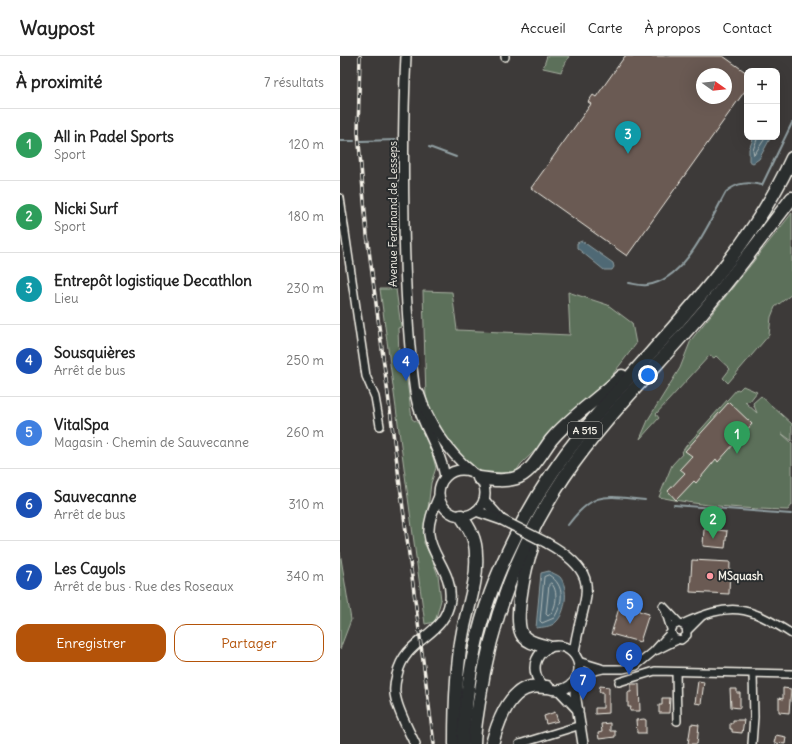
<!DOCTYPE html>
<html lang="fr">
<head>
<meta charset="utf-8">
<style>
  body { margin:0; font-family:Delius,sans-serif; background:#f2f2f2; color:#222 }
  .controls { position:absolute; right:12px; top:12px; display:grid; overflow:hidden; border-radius:8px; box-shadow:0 4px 16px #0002 }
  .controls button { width:36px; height:36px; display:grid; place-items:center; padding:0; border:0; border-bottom:1px solid #e0e0e0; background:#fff; color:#222; font:20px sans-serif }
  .compass { position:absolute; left:356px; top:12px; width:36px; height:36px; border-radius:50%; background:#fff; box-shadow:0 4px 16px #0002; rotate:105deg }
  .you { position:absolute; left:308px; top:319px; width:14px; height:14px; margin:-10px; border:3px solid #fff; border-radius:50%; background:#1a73e8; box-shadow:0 0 0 6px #1a73e833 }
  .badge { display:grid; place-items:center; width:26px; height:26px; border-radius:50%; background:#b45309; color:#fff; font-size:13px; font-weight:700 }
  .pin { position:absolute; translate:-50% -33px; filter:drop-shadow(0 1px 2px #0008) }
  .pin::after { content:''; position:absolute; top:21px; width:14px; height:12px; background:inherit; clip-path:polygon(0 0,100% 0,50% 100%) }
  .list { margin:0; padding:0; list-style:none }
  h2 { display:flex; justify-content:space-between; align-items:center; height:52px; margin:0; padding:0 16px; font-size:17px }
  h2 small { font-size:13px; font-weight:400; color:#767676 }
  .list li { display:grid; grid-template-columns:26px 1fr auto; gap:12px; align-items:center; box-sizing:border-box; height:72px; padding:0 16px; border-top:1px solid #e0e0e0 }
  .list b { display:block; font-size:15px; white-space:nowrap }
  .list p { margin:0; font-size:13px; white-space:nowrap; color:#767676 }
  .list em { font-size:13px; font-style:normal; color:#767676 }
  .actions { display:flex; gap:8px; padding:12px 16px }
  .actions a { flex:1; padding:9px 0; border:1px solid #b45309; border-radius:12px; text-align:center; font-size:14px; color:#b45309 }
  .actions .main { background:#b45309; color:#fff }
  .map { position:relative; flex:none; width:452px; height:688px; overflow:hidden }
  header { display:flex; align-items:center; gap:24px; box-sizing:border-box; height:56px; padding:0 20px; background:#fff; border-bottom:1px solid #e0e0e0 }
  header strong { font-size:19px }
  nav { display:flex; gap:22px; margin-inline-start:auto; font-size:14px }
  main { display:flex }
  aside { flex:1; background:#fff }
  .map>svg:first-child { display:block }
  .green { fill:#5b705a; stroke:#a8b0a1 }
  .water { fill:#4f6974; stroke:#919fa2 }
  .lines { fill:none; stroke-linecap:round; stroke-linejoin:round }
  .shore { stroke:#b2bbba; stroke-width:1 }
  .stream { stroke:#919fa2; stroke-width:2 }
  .building { fill:#6a5a52; stroke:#f4f1e8; fill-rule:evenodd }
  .street-casing { stroke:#f4f1e8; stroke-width:10 }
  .secondary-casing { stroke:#f4f1e8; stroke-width:12 }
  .highway-casing { stroke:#f4f1e8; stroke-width:15 }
  .street { stroke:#2a2d2e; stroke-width:7 }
  .secondary { stroke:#2a2d2e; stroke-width:9 }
  .highway { stroke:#2a2d2e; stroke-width:12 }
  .rail-casing { stroke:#f4f1e8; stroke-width:3.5 }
  .rail { stroke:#2a2d2e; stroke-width:2; stroke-dasharray:6; stroke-linecap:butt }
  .secondary-bridge-casing { stroke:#f4f1e8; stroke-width:12; stroke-linecap:butt }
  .secondary-bridge { stroke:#2a2d2e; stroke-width:9 }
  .poi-dot { fill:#ff9aa2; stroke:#2a2d2e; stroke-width:1.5 }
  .labels { text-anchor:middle; stroke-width:4; stroke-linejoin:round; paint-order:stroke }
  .shield { fill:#2a2d2e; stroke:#b7b6b0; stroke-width:1 }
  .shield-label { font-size:10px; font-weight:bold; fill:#f4f1e8 }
  .street-label { font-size:11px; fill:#f4f1e8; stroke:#2a2d2e }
  .poi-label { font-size:11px; font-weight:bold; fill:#f4f1e8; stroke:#2a2d2e; text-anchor:start }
</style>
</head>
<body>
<header>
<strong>Waypost</strong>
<nav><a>Accueil</a><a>Carte</a><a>À propos</a><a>Contact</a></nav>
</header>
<main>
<aside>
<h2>À proximité<small>7 résultats</small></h2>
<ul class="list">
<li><span class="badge" style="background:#2e9e5b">1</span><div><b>All in Padel Sports</b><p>Sport</p></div><em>120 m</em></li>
<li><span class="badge" style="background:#2e9e5b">2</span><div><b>Nicki Surf</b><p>Sport</p></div><em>180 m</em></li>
<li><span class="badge" style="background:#0f9aa8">3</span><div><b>Entrepôt logistique Decathlon</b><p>Lieu</p></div><em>230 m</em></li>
<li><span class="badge" style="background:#1a4fb4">4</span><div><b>Sousquières</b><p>Arrêt de bus</p></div><em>250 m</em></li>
<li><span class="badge" style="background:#3f7fe0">5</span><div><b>VitalSpa</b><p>Magasin · Chemin de Sauvecanne</p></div><em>260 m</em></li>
<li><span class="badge" style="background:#1a4fb4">6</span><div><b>Sauvecanne</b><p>Arrêt de bus</p></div><em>310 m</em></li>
<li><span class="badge" style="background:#1a4fb4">7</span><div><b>Les Cayols</b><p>Arrêt de bus · Rue des Roseaux</p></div><em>340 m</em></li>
</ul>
<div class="actions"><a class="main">Enregistrer</a><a>Partager</a></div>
</aside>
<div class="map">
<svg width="452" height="688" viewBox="0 0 452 688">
  <rect width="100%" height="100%" fill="#3d3a39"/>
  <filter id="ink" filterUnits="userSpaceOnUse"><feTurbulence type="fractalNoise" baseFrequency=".025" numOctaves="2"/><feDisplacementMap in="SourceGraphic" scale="8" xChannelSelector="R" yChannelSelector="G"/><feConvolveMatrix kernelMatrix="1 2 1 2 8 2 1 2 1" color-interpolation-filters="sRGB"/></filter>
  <g filter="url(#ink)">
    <!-- green -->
    <g class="green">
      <polygon points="207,0 229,0 221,16 203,12"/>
      <polygon points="452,157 452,238 435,251 431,261 429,279 388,327 383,322 390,313 376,300 374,302 370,299 316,358 319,362 300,383 309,362 340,312 351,284"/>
      <polygon points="40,233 56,233 61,271 58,272 59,300 64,302 72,363 81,369 89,387 96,412 91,427 84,487 90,498 98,519 101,544 95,566 85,568"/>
      <polygon points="83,235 112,236 117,274 230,279 228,236 268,249 292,267 296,288 270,322 181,408 175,417 148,420 133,412 119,399 104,378 86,343"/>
      <path d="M403,330L417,336L410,345L405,346L417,357L413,347L421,340L452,368V385L441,377L452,387V449L448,454C404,453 362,450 319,441L332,409L343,397L342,396L346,390L397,333L399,334Z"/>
      <polygon points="0,496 11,564 0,593"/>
    </g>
    <!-- water -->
    <g class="water">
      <polygon points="414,81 431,81 419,103 413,107 409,105 409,93"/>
      <polygon points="242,185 273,207 274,211 272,214 264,214 237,192 237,187"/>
      <path d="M209,515C212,517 218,519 220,521C229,532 226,557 216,566C211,571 203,571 196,572L201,517Z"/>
    </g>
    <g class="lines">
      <!-- shore -->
      <g class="shore">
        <polyline points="418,81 413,94 414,99 426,81"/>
        <path d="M209,519C226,530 223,547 214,562L202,567L200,565L204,521Z"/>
        <path d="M211,527C219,534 217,554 208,560L206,558L209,529Z"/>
      </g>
      <!-- stream -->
      <g class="stream">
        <polyline points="0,85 14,85"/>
        <polyline points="21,85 56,84"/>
        <polyline points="89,91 116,101"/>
        <path d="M289,227C295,228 301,230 307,229C346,224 369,166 386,136C397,126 409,126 422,129L452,67"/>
        <polyline points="334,449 451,458"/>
        <path d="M228,469C254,434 265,440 305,444"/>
      </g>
    </g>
    <!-- building -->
    <g class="building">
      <path d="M285,0H383L407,17V32L287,200L191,132L251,48L248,46L253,39L256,41ZM362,18H386V42H362Z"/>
      <polygon points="389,346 412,368 378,406 376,403 356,427 354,425 336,444 328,435 345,417 340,413 352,400 345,395"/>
      <polygon points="364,473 387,475 385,492 363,490"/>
      <polygon points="352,504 390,506 389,538 350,536"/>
      <polygon points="280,549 290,552 291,549 300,552 299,555 309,558 300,586 271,578"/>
      <polygon points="358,625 364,626 361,648 355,647"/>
      <polygon points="291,628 299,628 300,655 290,655 291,651 288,651 288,636 291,636"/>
      <polygon points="260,630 269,631 269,657 255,658 255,652 263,652 263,636 259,636"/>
      <polygon points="443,632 451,633 449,657 439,656 439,642 443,643"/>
      <polygon points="390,633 397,633 397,637 400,637 400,652 391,651"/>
      <polygon points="322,642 330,642 329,657 319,657 319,649 322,649"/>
      <polygon points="215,656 218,665 206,668 204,660"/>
      <polygon points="304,663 306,664 306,677 297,677 296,664"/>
      <polygon points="393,664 404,664 402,677 392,676 392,673 390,673 390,667 393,667"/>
      <polygon points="270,667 270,675 275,675 275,681 259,683 258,677 262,676 261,668"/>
      <polygon points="351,668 359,669 357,688 348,688"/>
      <polygon points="436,679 446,681 445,688 434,687"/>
    </g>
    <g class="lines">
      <!-- street casing -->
      <g class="street-casing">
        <g id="street">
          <polyline points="165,1 165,0"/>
          <polyline points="0,142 26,320 35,341 40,370"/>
          <polyline points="323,550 339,567 346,571 347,579 341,584 334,582 331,576 333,570 339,567"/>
          <polyline points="325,554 331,573"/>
          <path d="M342,568C391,546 407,549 452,578"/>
          <polyline points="347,575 361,561"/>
          <polyline points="317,594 337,584"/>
          <polyline points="238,605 261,612"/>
          <polyline points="336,616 337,665"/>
          <polyline points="238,619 263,613 283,613 296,610 313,596 331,576"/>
          <polyline points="279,626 315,615 452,618"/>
          <polyline points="179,688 241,669"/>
          <polyline points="412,688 414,661 413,618"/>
        </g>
      </g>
      <!-- secondary casing -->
      <g class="secondary-casing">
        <g id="secondary">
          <path d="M66,0C63,55 63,111 64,167C65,224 67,278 75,336C79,366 100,390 105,421"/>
          <path d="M79,337C88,366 108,396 131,415"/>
          <circle cx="122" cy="437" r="23"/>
          <polyline points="144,444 161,463"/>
          <polyline points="136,455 162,464"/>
          <path d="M207,487C270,522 240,542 234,598"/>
          <circle cx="217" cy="612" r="22"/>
          <polyline points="236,623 235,637 243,688"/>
          <polyline points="219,634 238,654"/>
          <path d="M75,688C69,675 59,657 56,643C54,636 55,626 57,619C65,581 105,581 110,544C113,517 91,500 89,478C88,465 94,452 99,440"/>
        </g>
      </g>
      <!-- highway casing -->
      <g class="highway-casing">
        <g id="highway">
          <path d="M139,422C152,424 167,426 179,421C193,414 202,396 211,384C231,360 259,343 282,320"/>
          <path d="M192,492C186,508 172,566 183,580C190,588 199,588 208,591"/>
          <path d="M115,688C115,651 116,611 123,575C128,550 138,524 136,499C136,483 130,473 121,460"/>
          <path d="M123,688C125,656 128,624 135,592C150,518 194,436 241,378C314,287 403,209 452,102"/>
          <path d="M134,688C134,674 137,660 139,646C150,566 179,488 224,421C264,362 316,311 362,257C393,220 422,181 452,142"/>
          <path d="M152,688C157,669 168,635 191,631C196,630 202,631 207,631"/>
        </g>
      </g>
      <!-- street -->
      <use href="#street" class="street"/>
      <!-- secondary -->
      <use href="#secondary" class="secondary"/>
      <!-- highway -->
      <use href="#highway" class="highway"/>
      <!-- rail casing -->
      <g class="rail-casing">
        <polyline id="rail" points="20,0 18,76 27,179 94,688"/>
      </g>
      <!-- rail -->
      <use href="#rail" class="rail"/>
      <!-- secondary-bridge casing -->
      <g class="secondary-bridge-casing">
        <polyline id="secondary-bridge" points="162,464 207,487"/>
      </g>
      <!-- secondary-bridge -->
      <use href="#secondary-bridge" class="secondary-bridge"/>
    </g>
  </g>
  <!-- markers -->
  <circle class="poi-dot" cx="370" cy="520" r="4"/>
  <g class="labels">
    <!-- shield labels -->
    <rect class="shield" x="228" y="366" width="34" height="16" rx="3"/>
    <g class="shield-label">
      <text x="245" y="378">A 515</text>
    </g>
    <!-- street labels -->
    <g class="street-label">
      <text transform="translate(53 158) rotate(-90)" y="4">Avenue Ferdinand de Lesseps</text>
    </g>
    <!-- poi labels -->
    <g class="poi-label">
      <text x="378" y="524">MSquash</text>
    </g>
  </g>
</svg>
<div class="controls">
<button>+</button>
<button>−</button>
</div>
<svg class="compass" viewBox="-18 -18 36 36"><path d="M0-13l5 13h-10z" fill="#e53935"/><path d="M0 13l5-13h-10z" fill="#767676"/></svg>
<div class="you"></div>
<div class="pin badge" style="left:397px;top:398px;background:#2e9e5b">1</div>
<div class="pin badge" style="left:373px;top:483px;background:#2e9e5b">2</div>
<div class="pin badge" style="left:288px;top:98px;background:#0f9aa8">3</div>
<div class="pin badge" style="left:66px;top:325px;background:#1a4fb4">4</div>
<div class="pin badge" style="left:290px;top:568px;background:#3f7fe0">5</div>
<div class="pin badge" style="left:289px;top:619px;background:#1a4fb4">6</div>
<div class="pin badge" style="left:243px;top:644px;background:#1a4fb4">7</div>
</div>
</main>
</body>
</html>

--

[Task details]
In the entries above, the lines from the one bearing "fill:#6a5a52; stroke:#f4f1e8; fill-rule:evenodd" up to and including the one bearing "text-anchor:middle; stroke-width:4; stroke-linejoin:round;" should be transcribed exactly; no other line is wanted.

[Answer to the exercise]
  .building { fill:#6a5a52; stroke:#f4f1e8; fill-rule:evenodd }
  .street-casing { stroke:#f4f1e8; stroke-width:10 }
  .secondary-casing { stroke:#f4f1e8; stroke-width:12 }
  .highway-casing { stroke:#f4f1e8; stroke-width:15 }
  .street { stroke:#2a2d2e; stroke-width:7 }
  .secondary { stroke:#2a2d2e; stroke-width:9 }
  .highway { stroke:#2a2d2e; stroke-width:12 }
  .rail-casing { stroke:#f4f1e8; stroke-width:3.5 }
  .rail { stroke:#2a2d2e; stroke-width:2; stroke-dasharray:6; stroke-linecap:butt }
  .secondary-bridge-casing { stroke:#f4f1e8; stroke-width:12; stroke-linecap:butt }
  .secondary-bridge { stroke:#2a2d2e; stroke-width:9 }
  .poi-dot { fill:#ff9aa2; stroke:#2a2d2e; stroke-width:1.5 }
  .labels { text-anchor:middle; stroke-width:4; stroke-linejoin:round; paint-order:stroke }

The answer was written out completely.